Well, their fault for being lazy bastards all these years.
I'm not so sure anymore. The 9900k, while being the best they can produce at the moment (for a desktop chip) is a dud, because of cramming too many cores at too high clocks with too big of a process size, even though they know 14nm very well at this point. Sure they stagnated on core count, but how much more would they be able to do? This can probably be blamed on 10nm issues, and no manufacturer would hold on to an older process that is more expensive and less efficient, no matter how much in the lead they may be. I mean, even if AMD was still messing around with Bulldozer, Intel could still be cranking out more quad core chips per wafer with 10nm than 14nm. There's literally no reason not to do that.
 
Temps.png


adding more money on cooler, best gaming processor ever .. nice ..

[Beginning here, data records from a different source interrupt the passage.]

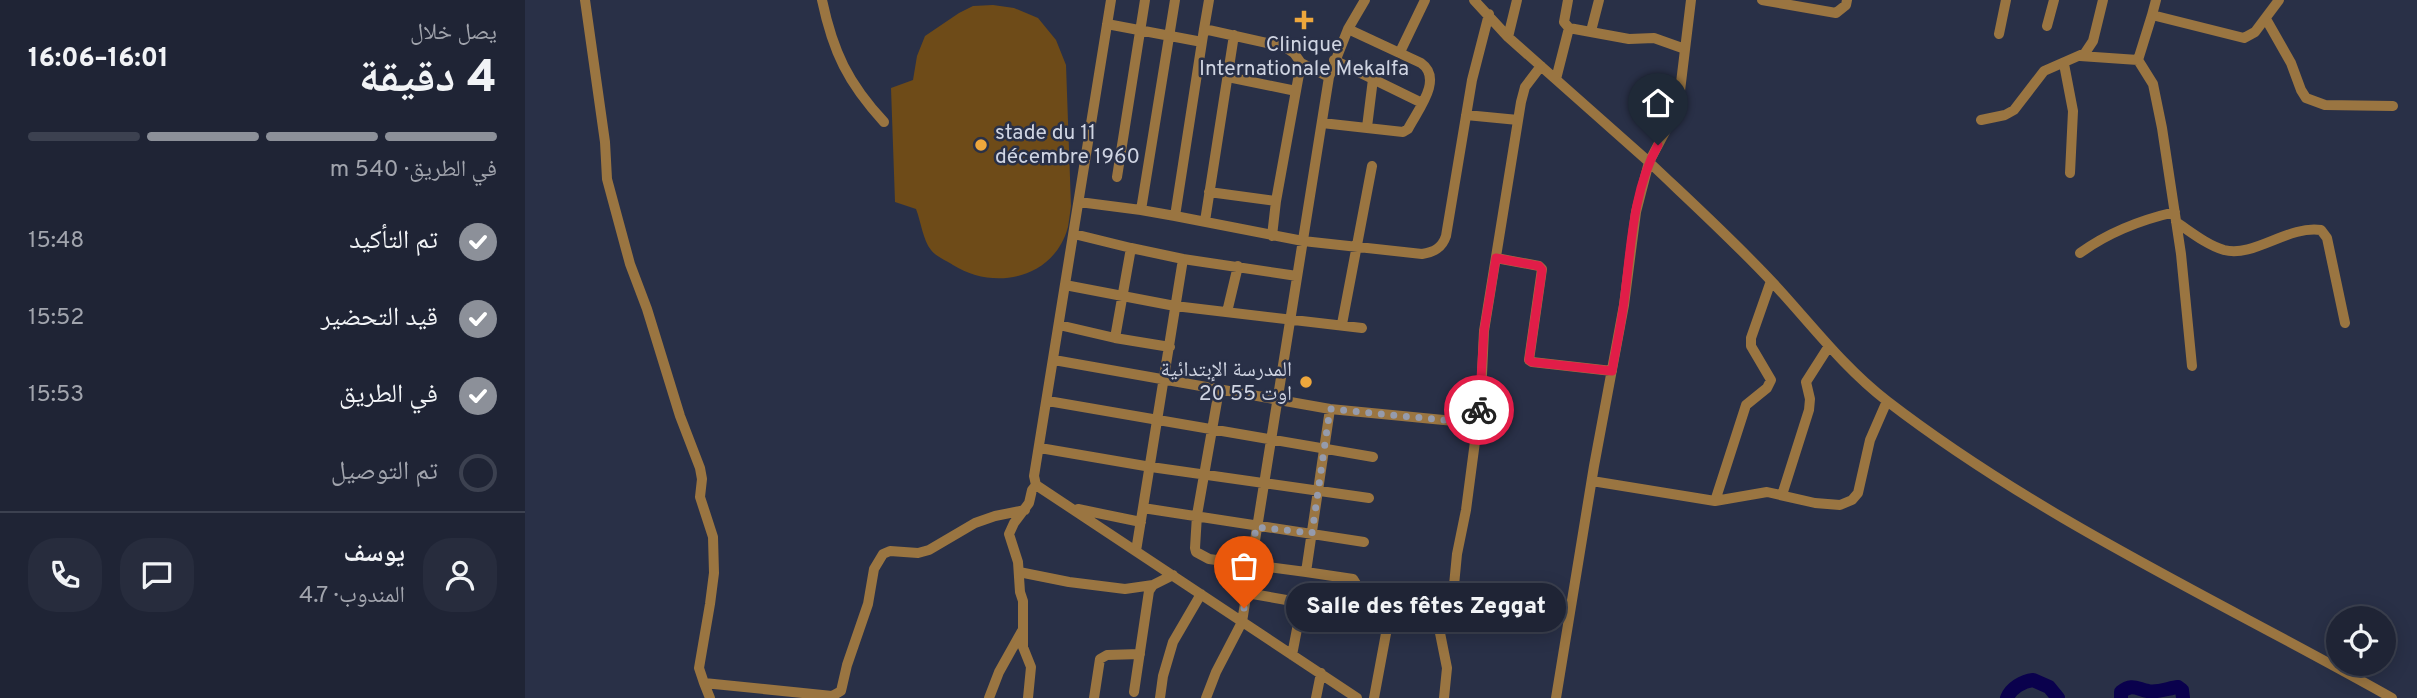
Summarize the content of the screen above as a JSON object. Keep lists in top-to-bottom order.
{
  "places": {
    "health": ["Clinique Internationale Mekalfa"],
    "other": ["stade du 11 décembre 1960", "المدرسة الإبتدائية 20 اوت 55", "Salle des fêtes Zeggat"]
  },
  "page": {
    "heading": ["4 دقيقة", "يصل خلال", "16:01–16:06"],
    "panel": ["يوسف", "المندوب · 4.7"],
    "bar": "في الطريق · 540 m",
    "list": [
      ["تم التأكيد", "15:48"],
      ["قيد التحضير", "15:52"],
      ["في الطريق", "15:53"],
      "تم التوصيل"
    ],
    "bubble": "Salle des fêtes Zeggat"
  }
}
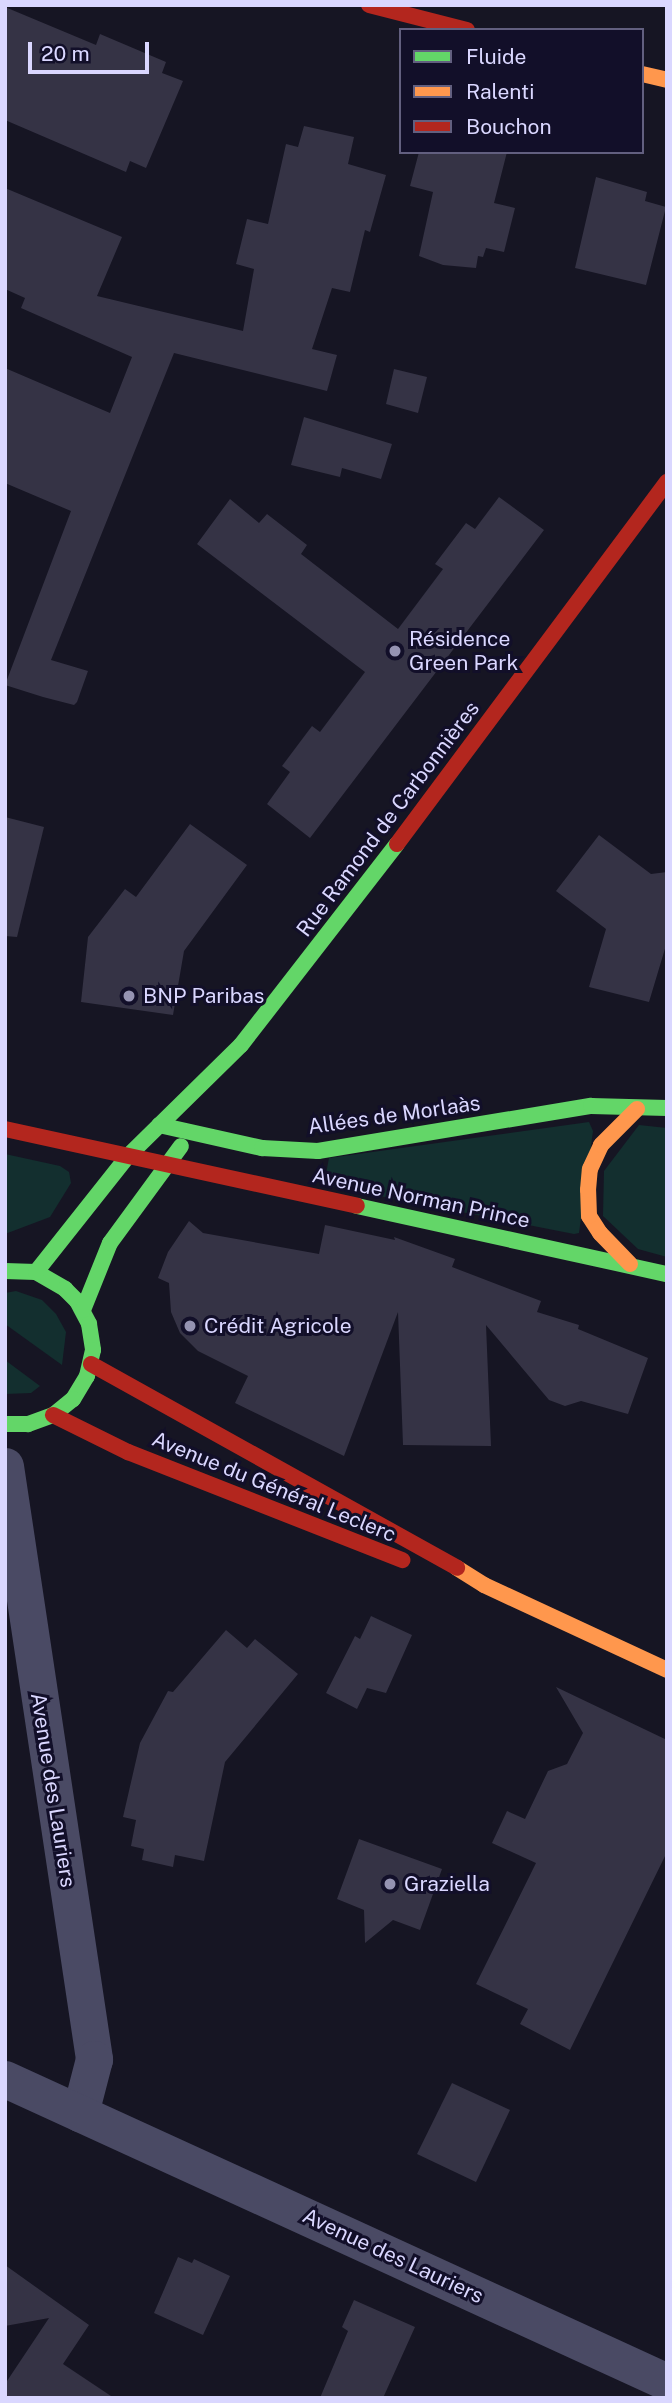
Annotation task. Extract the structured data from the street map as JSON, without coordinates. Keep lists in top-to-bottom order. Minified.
{"streets":{"street":["Rue Ramond de Carbonnières","Allées de Morlaàs","Avenue Norman Prince","Avenue du Général Leclerc","Avenue des Lauriers"]},"crossings":[["Rue Ramond de Carbonnières","Allées de Morlaàs"]],"places":["Résidence Green Park","BNP Paribas","Crédit Agricole","Graziella"],"legend":["Fluide","Ralenti","Bouchon"],"scale_bar":"20 m"}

Here we have an ambiant temp of 21-22C, Just imagine the temps in summer when most of people does not have air conditioning, what could be the result and consequences ?

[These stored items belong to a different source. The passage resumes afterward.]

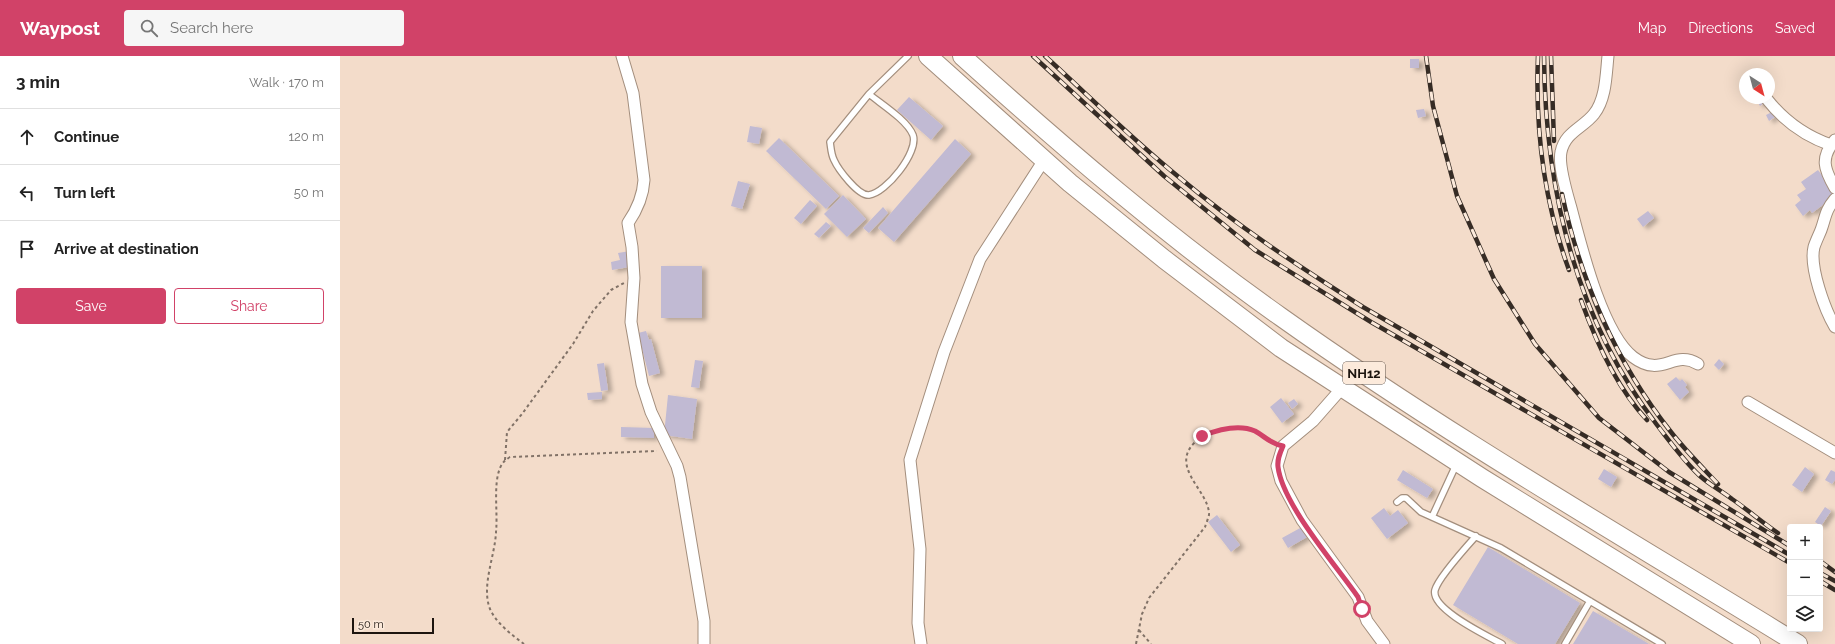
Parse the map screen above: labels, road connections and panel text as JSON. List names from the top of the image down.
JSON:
{
  "streets": {
    "highway": ["NH12"]
  },
  "scale_bar": "50 m",
  "north": "bottom right",
  "page": {
    "header": "Waypost",
    "search": "Search here",
    "nav": ["Map", "Directions", "Saved"],
    "heading": ["3 min", "Walk · 170 m"],
    "list": [
      ["Continue", "120 m"],
      ["Turn left", "50 m"],
      "Arrive at destination"
    ],
    "buttons": ["Save", "Share"],
    "map_buttons": ["+", "−"],
    "scale": "50 m"
  }
}
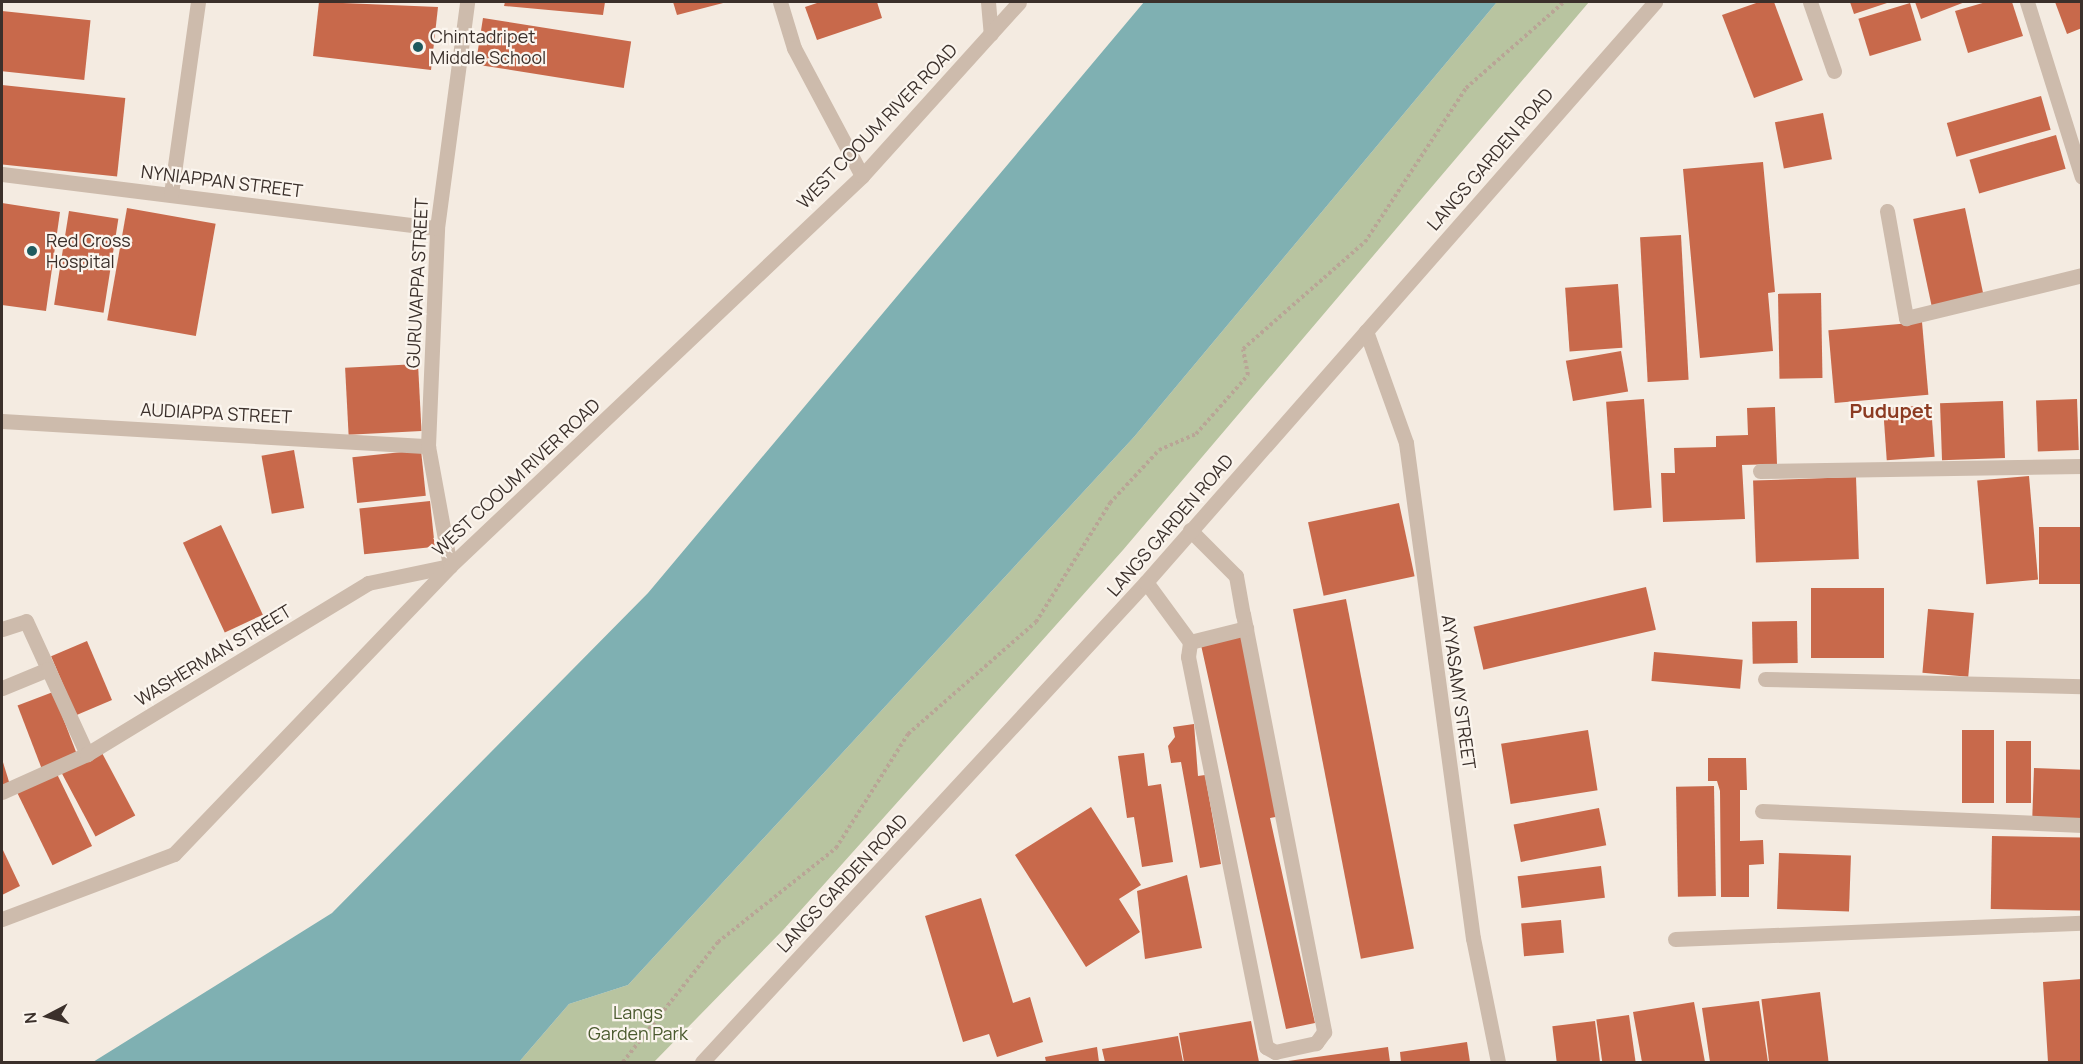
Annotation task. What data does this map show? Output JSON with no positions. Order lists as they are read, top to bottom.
{
  "streets": {
    "street": [
      "WEST COOUM RIVER ROAD",
      "LANGS GARDEN ROAD",
      "NYNIAPPAN STREET",
      "GURUVAPPA STREET",
      "AUDIAPPA STREET",
      "WASHERMAN STREET",
      "AYYASAMY STREET"
    ]
  },
  "crossings": [
    ["WEST COOUM RIVER ROAD", "GURUVAPPA STREET"],
    ["WEST COOUM RIVER ROAD", "WASHERMAN STREET"],
    ["LANGS GARDEN ROAD", "AYYASAMY STREET"],
    ["NYNIAPPAN STREET", "GURUVAPPA STREET"],
    ["GURUVAPPA STREET", "AUDIAPPA STREET"],
    ["GURUVAPPA STREET", "WASHERMAN STREET"]
  ],
  "districts": ["Pudupet"],
  "parks": ["Langs Garden Park"],
  "places": ["Chintadripet Middle School", "Red Cross Hospital"],
  "north": "left"
}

I live in Asia, I have aircon and the ambiant temp is set to 25-26C, but so many people here does not have aircon, so the ambient temp is around 30-33C as usual temp here so an average of 10 more extra degrees to consider. So this CPU is not made to be used in some countries where temps are high... This CPU is running way more hotter than my 6950x OC 4.4GHz, I really believe there is a problem with this 9900K and we may hear a lot about it with the first buyers as soon as the climate gets warmer.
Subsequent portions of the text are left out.